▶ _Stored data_
━━━━━━━━
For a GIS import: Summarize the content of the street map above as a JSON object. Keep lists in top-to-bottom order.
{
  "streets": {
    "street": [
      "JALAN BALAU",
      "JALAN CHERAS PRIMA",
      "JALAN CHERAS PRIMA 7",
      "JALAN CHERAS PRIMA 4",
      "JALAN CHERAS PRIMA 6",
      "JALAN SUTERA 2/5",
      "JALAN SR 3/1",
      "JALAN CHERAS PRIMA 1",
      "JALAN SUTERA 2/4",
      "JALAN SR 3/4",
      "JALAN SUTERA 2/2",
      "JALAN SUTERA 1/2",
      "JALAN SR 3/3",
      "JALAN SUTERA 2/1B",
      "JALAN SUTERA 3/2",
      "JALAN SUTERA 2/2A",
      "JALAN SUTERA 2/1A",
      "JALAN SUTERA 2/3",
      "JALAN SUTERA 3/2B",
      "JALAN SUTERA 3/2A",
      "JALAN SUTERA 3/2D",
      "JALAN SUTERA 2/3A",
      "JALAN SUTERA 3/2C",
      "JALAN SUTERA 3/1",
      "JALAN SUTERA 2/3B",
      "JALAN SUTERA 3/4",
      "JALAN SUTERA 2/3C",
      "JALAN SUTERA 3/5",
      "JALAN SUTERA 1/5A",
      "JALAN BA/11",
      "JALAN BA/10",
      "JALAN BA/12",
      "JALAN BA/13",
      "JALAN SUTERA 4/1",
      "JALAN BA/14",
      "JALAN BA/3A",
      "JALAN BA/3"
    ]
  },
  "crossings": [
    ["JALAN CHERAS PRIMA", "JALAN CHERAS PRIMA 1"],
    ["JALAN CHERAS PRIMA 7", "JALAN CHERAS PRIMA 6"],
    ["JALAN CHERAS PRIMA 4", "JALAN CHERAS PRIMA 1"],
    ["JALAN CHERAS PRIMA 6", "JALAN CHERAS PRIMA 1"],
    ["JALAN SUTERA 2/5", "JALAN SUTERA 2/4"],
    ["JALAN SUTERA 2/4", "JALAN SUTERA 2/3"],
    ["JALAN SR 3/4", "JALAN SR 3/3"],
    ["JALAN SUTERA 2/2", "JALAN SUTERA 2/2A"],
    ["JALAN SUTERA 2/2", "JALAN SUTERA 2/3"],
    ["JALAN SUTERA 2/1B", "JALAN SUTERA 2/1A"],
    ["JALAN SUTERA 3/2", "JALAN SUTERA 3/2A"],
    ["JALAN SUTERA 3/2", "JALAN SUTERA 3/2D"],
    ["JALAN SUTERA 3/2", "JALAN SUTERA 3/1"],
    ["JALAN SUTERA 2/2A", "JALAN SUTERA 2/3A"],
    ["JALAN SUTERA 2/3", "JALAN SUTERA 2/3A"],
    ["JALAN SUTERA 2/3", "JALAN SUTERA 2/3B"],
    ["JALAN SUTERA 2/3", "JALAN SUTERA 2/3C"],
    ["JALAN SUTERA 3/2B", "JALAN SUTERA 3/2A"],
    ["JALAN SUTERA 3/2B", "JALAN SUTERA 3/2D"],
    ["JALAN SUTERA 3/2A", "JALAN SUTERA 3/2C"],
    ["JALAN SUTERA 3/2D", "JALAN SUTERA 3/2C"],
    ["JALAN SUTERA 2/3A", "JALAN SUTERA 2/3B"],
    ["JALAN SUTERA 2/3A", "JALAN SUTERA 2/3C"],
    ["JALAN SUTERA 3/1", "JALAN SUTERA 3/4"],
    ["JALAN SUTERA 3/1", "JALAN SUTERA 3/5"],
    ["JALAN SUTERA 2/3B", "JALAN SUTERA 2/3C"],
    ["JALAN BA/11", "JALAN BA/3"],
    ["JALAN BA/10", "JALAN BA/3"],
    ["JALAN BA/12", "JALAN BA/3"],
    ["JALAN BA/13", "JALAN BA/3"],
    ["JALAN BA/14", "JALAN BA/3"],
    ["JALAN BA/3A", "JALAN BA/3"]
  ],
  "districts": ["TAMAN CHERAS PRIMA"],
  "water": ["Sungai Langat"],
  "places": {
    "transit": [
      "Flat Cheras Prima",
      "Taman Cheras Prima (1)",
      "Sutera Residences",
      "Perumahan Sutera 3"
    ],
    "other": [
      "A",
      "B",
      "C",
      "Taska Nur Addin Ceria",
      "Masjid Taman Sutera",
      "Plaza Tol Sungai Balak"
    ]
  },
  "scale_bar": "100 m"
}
━━━━━━━━
▶ _Task_
Each line shown above must be repeated exactly.

▶ _Expected answer_
For a GIS import: Summarize the content of the street map above as a JSON object. Keep lists in top-to-bottom order.
{
  "streets": {
    "street": [
      "JALAN BALAU",
      "JALAN CHERAS PRIMA",
      "JALAN CHERAS PRIMA 7",
      "JALAN CHERAS PRIMA 4",
      "JALAN CHERAS PRIMA 6",
      "JALAN SUTERA 2/5",
      "JALAN SR 3/1",
      "JALAN CHERAS PRIMA 1",
      "JALAN SUTERA 2/4",
      "JALAN SR 3/4",
      "JALAN SUTERA 2/2",
      "JALAN SUTERA 1/2",
      "JALAN SR 3/3",
      "JALAN SUTERA 2/1B",
      "JALAN SUTERA 3/2",
      "JALAN SUTERA 2/2A",
      "JALAN SUTERA 2/1A",
      "JALAN SUTERA 2/3",
      "JALAN SUTERA 3/2B",
      "JALAN SUTERA 3/2A",
      "JALAN SUTERA 3/2D",
      "JALAN SUTERA 2/3A",
      "JALAN SUTERA 3/2C",
      "JALAN SUTERA 3/1",
      "JALAN SUTERA 2/3B",
      "JALAN SUTERA 3/4",
      "JALAN SUTERA 2/3C",
      "JALAN SUTERA 3/5",
      "JALAN SUTERA 1/5A",
      "JALAN BA/11",
      "JALAN BA/10",
      "JALAN BA/12",
      "JALAN BA/13",
      "JALAN SUTERA 4/1",
      "JALAN BA/14",
      "JALAN BA/3A",
      "JALAN BA/3"
    ]
  },
  "crossings": [
    ["JALAN CHERAS PRIMA", "JALAN CHERAS PRIMA 1"],
    ["JALAN CHERAS PRIMA 7", "JALAN CHERAS PRIMA 6"],
    ["JALAN CHERAS PRIMA 4", "JALAN CHERAS PRIMA 1"],
    ["JALAN CHERAS PRIMA 6", "JALAN CHERAS PRIMA 1"],
    ["JALAN SUTERA 2/5", "JALAN SUTERA 2/4"],
    ["JALAN SUTERA 2/4", "JALAN SUTERA 2/3"],
    ["JALAN SR 3/4", "JALAN SR 3/3"],
    ["JALAN SUTERA 2/2", "JALAN SUTERA 2/2A"],
    ["JALAN SUTERA 2/2", "JALAN SUTERA 2/3"],
    ["JALAN SUTERA 2/1B", "JALAN SUTERA 2/1A"],
    ["JALAN SUTERA 3/2", "JALAN SUTERA 3/2A"],
    ["JALAN SUTERA 3/2", "JALAN SUTERA 3/2D"],
    ["JALAN SUTERA 3/2", "JALAN SUTERA 3/1"],
    ["JALAN SUTERA 2/2A", "JALAN SUTERA 2/3A"],
    ["JALAN SUTERA 2/3", "JALAN SUTERA 2/3A"],
    ["JALAN SUTERA 2/3", "JALAN SUTERA 2/3B"],
    ["JALAN SUTERA 2/3", "JALAN SUTERA 2/3C"],
    ["JALAN SUTERA 3/2B", "JALAN SUTERA 3/2A"],
    ["JALAN SUTERA 3/2B", "JALAN SUTERA 3/2D"],
    ["JALAN SUTERA 3/2A", "JALAN SUTERA 3/2C"],
    ["JALAN SUTERA 3/2D", "JALAN SUTERA 3/2C"],
    ["JALAN SUTERA 2/3A", "JALAN SUTERA 2/3B"],
    ["JALAN SUTERA 2/3A", "JALAN SUTERA 2/3C"],
    ["JALAN SUTERA 3/1", "JALAN SUTERA 3/4"],
    ["JALAN SUTERA 3/1", "JALAN SUTERA 3/5"],
    ["JALAN SUTERA 2/3B", "JALAN SUTERA 2/3C"],
    ["JALAN BA/11", "JALAN BA/3"],
    ["JALAN BA/10", "JALAN BA/3"],
    ["JALAN BA/12", "JALAN BA/3"],
    ["JALAN BA/13", "JALAN BA/3"],
    ["JALAN BA/14", "JALAN BA/3"],
    ["JALAN BA/3A", "JALAN BA/3"]
  ],
  "districts": ["TAMAN CHERAS PRIMA"],
  "water": ["Sungai Langat"],
  "places": {
    "transit": [
      "Flat Cheras Prima",
      "Taman Cheras Prima (1)",
      "Sutera Residences",
      "Perumahan Sutera 3"
    ],
    "other": [
      "A",
      "B",
      "C",
      "Taska Nur Addin Ceria",
      "Masjid Taman Sutera",
      "Plaza Tol Sungai Balak"
    ]
  },
  "scale_bar": "100 m"
}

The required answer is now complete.